> ASSIGNMENT:
Go through the records below line by line, counting those that contain the word "Place"; answer with the count only.

□ □ □ □ □ □ □

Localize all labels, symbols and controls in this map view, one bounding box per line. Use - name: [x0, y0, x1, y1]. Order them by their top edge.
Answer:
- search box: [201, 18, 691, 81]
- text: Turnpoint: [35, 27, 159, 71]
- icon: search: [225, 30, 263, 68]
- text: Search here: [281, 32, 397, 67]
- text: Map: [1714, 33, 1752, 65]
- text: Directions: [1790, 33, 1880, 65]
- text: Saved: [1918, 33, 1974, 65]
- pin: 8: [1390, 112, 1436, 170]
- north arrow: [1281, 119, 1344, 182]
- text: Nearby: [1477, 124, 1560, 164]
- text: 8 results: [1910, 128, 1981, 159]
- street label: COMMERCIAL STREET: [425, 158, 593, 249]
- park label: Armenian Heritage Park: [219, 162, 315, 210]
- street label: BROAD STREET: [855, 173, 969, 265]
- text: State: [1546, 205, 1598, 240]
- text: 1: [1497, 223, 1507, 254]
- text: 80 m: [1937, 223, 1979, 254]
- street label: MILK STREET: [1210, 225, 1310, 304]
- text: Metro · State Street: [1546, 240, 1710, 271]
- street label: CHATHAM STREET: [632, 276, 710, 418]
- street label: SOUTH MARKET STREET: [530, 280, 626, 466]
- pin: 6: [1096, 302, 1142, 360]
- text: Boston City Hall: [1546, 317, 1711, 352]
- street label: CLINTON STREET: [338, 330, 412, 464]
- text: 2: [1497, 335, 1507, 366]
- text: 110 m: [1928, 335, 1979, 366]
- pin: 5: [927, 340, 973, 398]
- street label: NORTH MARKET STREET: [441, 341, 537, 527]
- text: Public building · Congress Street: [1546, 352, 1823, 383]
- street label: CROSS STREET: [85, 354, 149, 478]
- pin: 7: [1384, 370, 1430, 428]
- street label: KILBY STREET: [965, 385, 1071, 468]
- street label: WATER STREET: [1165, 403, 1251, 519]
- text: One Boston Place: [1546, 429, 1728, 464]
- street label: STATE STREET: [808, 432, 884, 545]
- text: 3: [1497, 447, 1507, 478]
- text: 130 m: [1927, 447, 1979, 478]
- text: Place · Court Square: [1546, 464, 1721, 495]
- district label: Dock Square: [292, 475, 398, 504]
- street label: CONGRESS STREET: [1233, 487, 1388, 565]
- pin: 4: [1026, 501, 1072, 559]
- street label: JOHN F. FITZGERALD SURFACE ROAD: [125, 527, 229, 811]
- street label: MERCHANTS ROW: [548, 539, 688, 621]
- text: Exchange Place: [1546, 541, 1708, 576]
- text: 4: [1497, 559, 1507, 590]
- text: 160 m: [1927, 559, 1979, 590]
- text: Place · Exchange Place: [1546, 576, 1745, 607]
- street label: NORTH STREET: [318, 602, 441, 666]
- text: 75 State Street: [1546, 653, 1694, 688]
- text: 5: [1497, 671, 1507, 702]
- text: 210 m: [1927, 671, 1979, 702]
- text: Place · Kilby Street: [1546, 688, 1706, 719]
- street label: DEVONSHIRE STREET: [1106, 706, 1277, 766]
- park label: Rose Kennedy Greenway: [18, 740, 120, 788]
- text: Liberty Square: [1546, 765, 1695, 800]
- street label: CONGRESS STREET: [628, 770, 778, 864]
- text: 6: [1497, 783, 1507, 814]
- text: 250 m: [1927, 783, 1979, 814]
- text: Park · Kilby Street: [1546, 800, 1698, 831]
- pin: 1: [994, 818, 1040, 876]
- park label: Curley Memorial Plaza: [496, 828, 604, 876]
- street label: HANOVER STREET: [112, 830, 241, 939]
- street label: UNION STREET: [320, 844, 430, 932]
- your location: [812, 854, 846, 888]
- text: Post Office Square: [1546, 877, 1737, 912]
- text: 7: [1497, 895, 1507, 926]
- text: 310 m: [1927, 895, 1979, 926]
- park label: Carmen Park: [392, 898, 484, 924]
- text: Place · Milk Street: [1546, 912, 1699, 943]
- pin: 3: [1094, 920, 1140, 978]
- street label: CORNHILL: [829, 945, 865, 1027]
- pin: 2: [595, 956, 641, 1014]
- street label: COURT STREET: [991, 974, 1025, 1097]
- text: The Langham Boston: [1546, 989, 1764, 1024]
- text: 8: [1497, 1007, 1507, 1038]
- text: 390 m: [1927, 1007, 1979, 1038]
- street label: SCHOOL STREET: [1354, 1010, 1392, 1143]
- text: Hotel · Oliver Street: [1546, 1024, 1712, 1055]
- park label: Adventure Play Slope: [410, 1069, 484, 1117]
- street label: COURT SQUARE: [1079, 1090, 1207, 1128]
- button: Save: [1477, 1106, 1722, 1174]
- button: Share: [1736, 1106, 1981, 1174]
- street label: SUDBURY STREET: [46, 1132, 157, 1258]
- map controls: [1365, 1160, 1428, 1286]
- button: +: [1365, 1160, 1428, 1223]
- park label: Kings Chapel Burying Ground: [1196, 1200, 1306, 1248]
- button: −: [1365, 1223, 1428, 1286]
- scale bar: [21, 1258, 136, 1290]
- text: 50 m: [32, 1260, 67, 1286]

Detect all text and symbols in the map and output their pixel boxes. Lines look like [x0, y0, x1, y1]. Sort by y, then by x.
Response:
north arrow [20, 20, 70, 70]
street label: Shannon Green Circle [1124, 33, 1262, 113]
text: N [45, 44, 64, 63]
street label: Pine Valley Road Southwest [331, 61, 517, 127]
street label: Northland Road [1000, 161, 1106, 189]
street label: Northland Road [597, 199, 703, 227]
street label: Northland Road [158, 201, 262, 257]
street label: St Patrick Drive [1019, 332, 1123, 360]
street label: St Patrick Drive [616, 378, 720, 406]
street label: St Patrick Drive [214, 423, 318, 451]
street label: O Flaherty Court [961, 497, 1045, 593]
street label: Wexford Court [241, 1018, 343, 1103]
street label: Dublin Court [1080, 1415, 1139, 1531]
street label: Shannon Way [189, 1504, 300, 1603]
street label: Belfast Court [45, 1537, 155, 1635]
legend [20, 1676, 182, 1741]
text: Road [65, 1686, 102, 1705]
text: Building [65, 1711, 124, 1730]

□ □ □ □ □ □ □

> RESULT BELOW:
6